Im Rahmen ihrer Nachforschungen besuchte die gebürtige St. Margarethenerin auch die Redaktion der Unterkärntner Nachrichten, um in alten Ausgaben zu stöbern. »Ich suche Leserbriefe, Artikel, jeden medialen Niederschlag, den das Lager hinterlassen hat. Ich will ergründen, wie das Lager und die damaligen Geschehnisse in Wolfsberg aufgearbeitet wurden.« Auch die britischen Gefangenen, die hier interniert waren, stehen in ihrem Fokus. Im Februar wird sie den Briten Ian Brown treffen, den Sohn eines einstigen »POW« (Prisoner of War), wie die festgesetzten Soldaten in ihrer Muttersprache genannt werden. Brown hat aus persönlicher Initiative die Geschichte des Wolfsberger Lagers erforscht und eine Homepage erstellt (http://www.stalag18a.org), auf der er Briefe, Fotos, Tagebücher der Soldaten veröffentlicht. 

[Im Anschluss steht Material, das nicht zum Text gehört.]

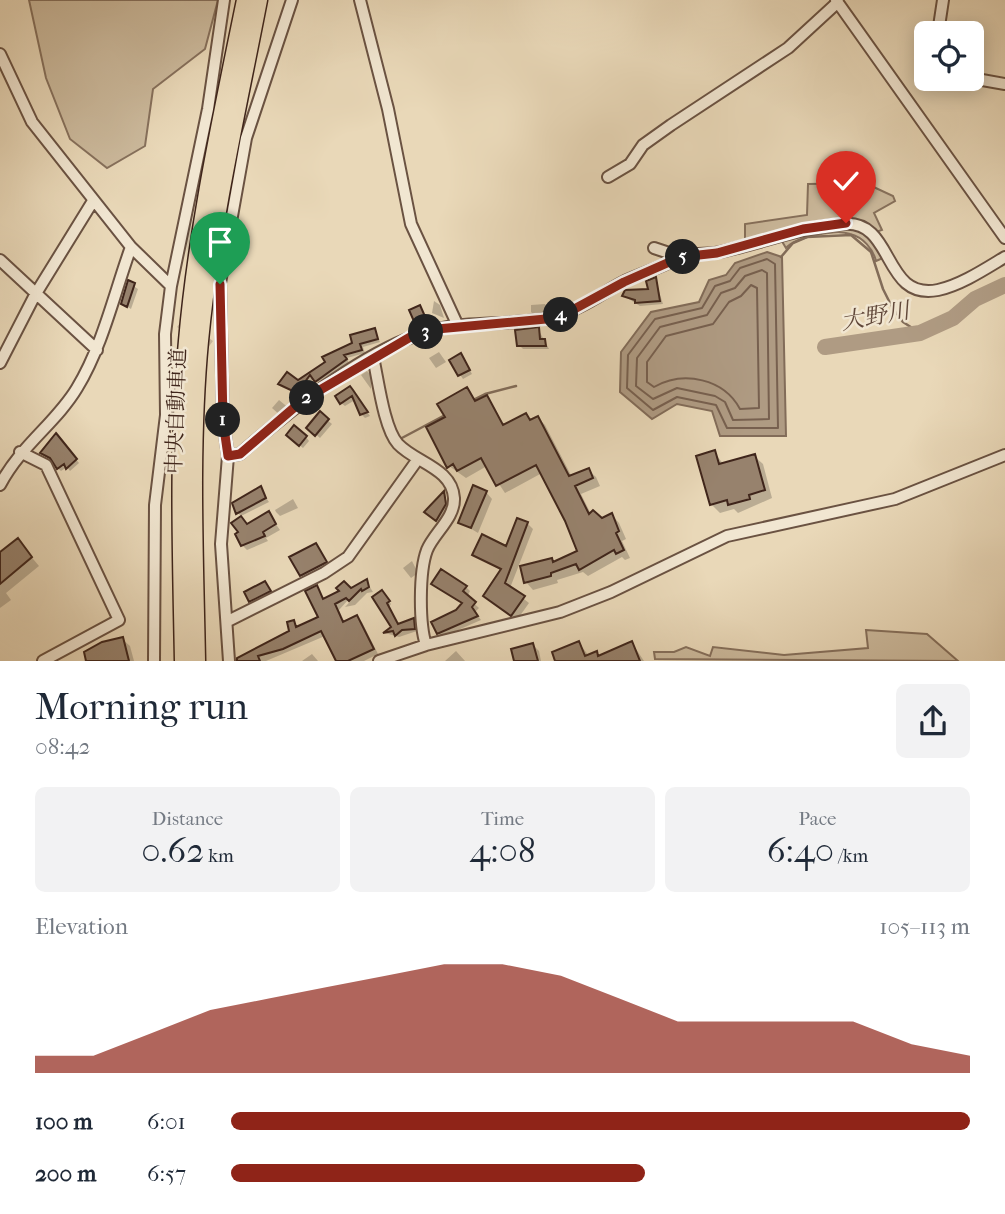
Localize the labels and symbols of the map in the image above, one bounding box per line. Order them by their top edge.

»Die Nachkommen wollen nachempfinden, wie es ihren Vätern und Verwandten hier erging«, sagt Tatschl. »Sie waren jung, wollten leben – und saßen oft jahrelang hinter Stacheldraht.« Wobei: Briten, Australier, Neuseeländer und Amerikaner hatten »Glück«, denn die Deutschen behandelten sie meist entsprechend der Genfer Konvention. Ganz anders erging es den gefangenen sowjetischen Soldaten. »Die Briten bekamen mit, was mit ihnen geschah, und dokumentierten das Schicksal der Sowjets – sie fotografierten deren Leichen«, sagt Tatschl.

Ein weiteres Interview wird sie mit Eric Bardsly führen, der das Stalag XVIIIa als Kriegsgefangener »am eigenen Leib« erlebte. Er besuchte die »Lagerstadt«-Ausstellung, die vor einigen Jahren in Wolfsberg stattfand, und sagte damals: »Heute kam ich gerne – damals nicht.« Nachvollziehbar.

Zwar liegt Tatschls Hauptaugenmerk auf den Geschehnissen bis 1945, ihre Masterarbeit soll aber auch die Zeit danach streifen. Denn nach dem Krieg drehten die Briten den Spieß um und sperrten rund 7.000 steirische und Kärntner Funktionäre der Nazipartei NSDAP ins Lager, das sie »Camp 373« nannten.

Die Vergangenheit ist für die junge Lavanttalerin ein spannendes Feld. Nach der Matura am BORG Wolfsberg ging sie nach Graz und machte den Bachelor in Geschichte. Ihre nächste Station war Wien und die dortige Fachhochschule. »Zurzeit bin ich auch freie Mitarbeiterin bei der ›Geyrhalter Filmproduktion‹. Ich betreibe Recherchen in internationalen Archiven für historische Fernsehdokumentationen, zuletzt zum Thema 100 Jahre Frauenwahlrecht. Der Film, bei dem ich mitarbeitete, wird am 19. Februar im ORF ausgestrahlt.«

Geschichtsfernsehen

In dieser Nische sieht Tatschl auch ihre berufliche Zukunft: »Ich möchte als Redakteurin für Geschichtsfernsehen arbeiten und Sendungen wie ›Universum History‹ mitgestalten.« Die nötigen Kontakte besitzt sie bereits.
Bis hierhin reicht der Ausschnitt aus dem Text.